Question: Are you taking anything for the pain?
Answer: Oh, yeah.
Question: Will you do any ice rehab, whirlpool afterwards?
Answer: Um-hum.
At times on the course he nearly fell to the ground after hitting tee shots and often appeared to be in excruciating pain, though some might have concluded that it was performance art. Woods had developed a reputation, at least among caddies, true or not, of dramatizing the extent of his injuries. Four years earlier, the Associated Press reported that “some of the caddies privately called him ‘Oscar’ for his dramatic performance.” Adam Scott, Woods’ playing partner in the first two rounds at Torrey Pines, was among the skeptical.

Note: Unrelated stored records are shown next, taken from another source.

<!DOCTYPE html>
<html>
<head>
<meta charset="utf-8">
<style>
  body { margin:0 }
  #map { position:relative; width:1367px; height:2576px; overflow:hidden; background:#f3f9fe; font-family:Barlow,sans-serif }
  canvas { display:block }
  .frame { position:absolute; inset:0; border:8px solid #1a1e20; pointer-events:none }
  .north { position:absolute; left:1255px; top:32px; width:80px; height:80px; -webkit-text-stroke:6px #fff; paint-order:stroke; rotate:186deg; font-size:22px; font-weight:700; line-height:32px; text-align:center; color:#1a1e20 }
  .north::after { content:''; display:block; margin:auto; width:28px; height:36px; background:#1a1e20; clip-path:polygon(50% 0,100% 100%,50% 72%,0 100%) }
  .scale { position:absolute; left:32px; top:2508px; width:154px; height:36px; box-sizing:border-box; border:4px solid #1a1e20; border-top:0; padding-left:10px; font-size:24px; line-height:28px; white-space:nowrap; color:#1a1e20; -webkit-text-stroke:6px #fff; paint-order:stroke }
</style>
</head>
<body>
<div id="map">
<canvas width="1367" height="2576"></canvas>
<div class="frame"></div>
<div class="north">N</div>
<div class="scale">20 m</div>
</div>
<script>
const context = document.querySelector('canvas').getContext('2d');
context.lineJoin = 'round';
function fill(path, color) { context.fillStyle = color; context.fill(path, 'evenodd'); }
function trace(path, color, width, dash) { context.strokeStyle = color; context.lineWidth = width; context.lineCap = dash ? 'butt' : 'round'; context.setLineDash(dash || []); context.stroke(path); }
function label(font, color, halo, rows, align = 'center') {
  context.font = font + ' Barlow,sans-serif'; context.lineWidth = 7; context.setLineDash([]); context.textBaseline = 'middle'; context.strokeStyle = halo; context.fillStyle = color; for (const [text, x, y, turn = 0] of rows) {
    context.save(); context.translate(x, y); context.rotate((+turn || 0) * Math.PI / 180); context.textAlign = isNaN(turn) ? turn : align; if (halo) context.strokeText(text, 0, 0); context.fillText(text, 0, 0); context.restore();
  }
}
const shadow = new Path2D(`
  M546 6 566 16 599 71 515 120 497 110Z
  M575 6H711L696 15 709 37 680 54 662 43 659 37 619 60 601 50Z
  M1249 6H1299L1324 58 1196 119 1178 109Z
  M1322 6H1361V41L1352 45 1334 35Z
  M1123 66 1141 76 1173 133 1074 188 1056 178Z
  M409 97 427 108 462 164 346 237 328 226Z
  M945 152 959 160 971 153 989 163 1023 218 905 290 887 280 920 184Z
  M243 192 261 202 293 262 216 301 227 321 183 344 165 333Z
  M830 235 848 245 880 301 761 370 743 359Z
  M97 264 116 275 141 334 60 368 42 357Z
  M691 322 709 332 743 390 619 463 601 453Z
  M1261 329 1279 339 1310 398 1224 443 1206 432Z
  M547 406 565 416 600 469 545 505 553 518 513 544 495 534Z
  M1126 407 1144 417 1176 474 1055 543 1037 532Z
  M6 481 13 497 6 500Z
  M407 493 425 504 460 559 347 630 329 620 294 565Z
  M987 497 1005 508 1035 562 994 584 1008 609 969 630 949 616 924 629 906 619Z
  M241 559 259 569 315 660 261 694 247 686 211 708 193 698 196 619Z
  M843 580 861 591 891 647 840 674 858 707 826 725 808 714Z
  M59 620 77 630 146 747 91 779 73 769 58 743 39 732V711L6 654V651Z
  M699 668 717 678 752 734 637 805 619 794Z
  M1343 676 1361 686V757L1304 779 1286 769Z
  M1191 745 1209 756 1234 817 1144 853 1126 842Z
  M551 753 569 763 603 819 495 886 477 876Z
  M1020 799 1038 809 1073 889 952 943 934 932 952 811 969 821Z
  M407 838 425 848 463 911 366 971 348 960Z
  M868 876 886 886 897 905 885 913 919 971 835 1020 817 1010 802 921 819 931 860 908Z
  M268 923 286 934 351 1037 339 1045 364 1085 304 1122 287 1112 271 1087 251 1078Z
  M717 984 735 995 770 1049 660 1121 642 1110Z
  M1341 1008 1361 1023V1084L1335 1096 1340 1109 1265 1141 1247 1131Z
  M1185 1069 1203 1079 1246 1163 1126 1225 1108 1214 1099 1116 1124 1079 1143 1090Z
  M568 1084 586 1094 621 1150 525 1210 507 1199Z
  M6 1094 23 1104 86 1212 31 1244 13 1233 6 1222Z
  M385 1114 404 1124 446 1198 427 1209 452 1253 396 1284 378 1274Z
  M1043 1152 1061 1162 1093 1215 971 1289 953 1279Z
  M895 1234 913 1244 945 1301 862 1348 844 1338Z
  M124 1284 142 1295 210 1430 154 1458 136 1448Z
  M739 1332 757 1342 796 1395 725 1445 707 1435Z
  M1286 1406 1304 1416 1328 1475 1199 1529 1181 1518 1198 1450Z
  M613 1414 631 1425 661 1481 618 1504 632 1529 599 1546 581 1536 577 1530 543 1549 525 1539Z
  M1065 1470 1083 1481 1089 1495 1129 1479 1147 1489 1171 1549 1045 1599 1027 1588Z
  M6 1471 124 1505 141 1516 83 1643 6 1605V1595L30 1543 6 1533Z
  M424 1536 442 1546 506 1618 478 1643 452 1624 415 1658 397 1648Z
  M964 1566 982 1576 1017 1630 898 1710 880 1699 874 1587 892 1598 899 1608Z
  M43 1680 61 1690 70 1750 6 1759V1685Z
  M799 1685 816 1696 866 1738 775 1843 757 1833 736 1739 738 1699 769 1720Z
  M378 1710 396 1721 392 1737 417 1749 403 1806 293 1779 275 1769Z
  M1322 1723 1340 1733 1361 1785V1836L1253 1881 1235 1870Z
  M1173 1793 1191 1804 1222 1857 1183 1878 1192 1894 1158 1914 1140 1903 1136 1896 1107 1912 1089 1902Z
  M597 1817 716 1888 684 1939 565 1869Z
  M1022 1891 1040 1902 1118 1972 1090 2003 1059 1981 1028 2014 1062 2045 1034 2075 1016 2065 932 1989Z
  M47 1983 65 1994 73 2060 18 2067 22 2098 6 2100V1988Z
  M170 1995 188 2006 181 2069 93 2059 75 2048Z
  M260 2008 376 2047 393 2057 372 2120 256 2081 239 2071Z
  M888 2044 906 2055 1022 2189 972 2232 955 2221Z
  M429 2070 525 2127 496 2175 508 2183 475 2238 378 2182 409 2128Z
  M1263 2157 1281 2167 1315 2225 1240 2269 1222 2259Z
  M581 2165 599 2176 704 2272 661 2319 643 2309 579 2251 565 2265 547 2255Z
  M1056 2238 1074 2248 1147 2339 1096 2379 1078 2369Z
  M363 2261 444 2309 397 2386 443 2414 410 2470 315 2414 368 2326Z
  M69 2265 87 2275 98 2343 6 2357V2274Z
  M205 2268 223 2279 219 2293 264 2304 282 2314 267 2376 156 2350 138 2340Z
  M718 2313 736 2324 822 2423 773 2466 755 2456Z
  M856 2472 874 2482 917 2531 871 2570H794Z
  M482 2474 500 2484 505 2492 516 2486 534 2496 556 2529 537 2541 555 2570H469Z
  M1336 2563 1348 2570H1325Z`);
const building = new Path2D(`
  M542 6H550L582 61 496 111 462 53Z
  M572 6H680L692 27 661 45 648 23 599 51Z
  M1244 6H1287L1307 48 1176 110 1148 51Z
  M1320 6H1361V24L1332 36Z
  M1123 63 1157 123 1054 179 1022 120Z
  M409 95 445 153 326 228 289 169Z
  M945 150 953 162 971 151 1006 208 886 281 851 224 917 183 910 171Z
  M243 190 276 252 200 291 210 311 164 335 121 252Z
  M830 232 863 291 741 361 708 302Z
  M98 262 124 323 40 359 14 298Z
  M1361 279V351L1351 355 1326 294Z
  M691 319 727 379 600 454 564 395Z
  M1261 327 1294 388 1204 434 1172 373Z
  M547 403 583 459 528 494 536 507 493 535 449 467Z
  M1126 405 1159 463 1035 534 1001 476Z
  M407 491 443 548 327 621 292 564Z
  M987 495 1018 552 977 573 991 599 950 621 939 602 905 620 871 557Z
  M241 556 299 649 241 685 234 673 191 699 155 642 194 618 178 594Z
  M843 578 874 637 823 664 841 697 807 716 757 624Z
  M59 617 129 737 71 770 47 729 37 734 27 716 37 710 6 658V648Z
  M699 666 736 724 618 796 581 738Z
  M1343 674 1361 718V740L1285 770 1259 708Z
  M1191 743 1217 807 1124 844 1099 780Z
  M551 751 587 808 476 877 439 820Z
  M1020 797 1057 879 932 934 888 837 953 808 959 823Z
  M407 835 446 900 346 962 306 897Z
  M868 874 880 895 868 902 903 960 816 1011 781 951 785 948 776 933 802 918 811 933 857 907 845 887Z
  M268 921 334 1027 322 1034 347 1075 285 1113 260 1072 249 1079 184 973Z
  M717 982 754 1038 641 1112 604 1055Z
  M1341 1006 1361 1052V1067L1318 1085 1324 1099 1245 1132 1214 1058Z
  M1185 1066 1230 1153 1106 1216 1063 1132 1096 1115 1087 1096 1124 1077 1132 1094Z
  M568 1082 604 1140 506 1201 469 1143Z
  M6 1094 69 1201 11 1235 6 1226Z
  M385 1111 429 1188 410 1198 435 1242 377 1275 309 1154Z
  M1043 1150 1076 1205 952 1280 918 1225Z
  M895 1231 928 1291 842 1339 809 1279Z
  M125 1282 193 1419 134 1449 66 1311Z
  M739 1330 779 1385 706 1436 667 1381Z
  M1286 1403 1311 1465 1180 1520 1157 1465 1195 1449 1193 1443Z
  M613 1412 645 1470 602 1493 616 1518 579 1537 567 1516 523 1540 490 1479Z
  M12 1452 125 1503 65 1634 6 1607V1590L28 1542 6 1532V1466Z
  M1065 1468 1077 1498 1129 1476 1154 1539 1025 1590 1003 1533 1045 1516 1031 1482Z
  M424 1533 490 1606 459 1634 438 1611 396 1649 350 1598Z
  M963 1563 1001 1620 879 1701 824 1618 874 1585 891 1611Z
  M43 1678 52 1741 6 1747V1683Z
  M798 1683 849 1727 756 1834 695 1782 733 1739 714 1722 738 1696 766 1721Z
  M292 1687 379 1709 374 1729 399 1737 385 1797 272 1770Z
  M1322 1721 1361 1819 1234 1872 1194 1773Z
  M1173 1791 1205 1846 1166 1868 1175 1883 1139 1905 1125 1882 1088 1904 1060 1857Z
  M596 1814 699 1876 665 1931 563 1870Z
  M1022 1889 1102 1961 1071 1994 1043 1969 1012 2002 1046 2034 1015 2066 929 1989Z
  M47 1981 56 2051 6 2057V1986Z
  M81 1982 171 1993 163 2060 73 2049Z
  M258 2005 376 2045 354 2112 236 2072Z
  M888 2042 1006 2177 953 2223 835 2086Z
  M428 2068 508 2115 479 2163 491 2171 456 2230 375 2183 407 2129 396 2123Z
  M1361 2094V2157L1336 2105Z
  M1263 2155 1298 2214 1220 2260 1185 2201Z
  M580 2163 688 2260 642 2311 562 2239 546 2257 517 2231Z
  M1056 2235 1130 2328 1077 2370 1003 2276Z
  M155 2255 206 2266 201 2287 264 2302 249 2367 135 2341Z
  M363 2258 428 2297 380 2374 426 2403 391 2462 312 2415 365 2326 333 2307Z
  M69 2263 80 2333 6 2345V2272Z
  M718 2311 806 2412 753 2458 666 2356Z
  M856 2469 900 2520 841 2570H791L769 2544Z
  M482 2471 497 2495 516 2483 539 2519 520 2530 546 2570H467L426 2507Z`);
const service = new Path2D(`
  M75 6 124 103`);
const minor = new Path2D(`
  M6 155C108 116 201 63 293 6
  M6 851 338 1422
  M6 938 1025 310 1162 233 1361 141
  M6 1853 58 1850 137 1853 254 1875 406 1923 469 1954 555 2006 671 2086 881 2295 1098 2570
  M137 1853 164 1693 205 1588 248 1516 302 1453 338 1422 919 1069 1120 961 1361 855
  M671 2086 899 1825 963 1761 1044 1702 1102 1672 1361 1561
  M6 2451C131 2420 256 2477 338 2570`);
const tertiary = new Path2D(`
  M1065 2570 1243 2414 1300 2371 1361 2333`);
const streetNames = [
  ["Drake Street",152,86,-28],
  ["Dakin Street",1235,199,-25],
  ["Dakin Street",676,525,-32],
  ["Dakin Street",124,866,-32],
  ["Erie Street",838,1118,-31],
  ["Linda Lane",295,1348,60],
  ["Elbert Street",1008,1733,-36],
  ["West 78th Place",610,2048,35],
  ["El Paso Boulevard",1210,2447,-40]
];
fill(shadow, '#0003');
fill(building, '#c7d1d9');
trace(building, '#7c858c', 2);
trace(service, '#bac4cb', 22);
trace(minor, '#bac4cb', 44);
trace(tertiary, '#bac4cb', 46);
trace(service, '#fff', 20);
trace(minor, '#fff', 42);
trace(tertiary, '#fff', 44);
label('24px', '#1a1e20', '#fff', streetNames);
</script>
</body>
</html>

“Tiger, back then, because he beat us all the time, we didn’t like him that much,” Scott told reporters a year later. “The skeptic in me said he’s a great showman. Even when he was playing great golf back in the day, he was milking everything to his advantage. The skeptic in me thought he was putting it on a bit, but I really don’t know the extent that his leg was damaged. He thought he was good enough to play and he won. He knew what he was doing. He got it around somehow.”
The injuries were real, and apparently the pain was, too. Woods would not play again until the following February. Only Tiger’s golf was Oscar-worthy, a performance that was memorably great theater sans theatrics, and for one special week, at least, was the greatest show on earth.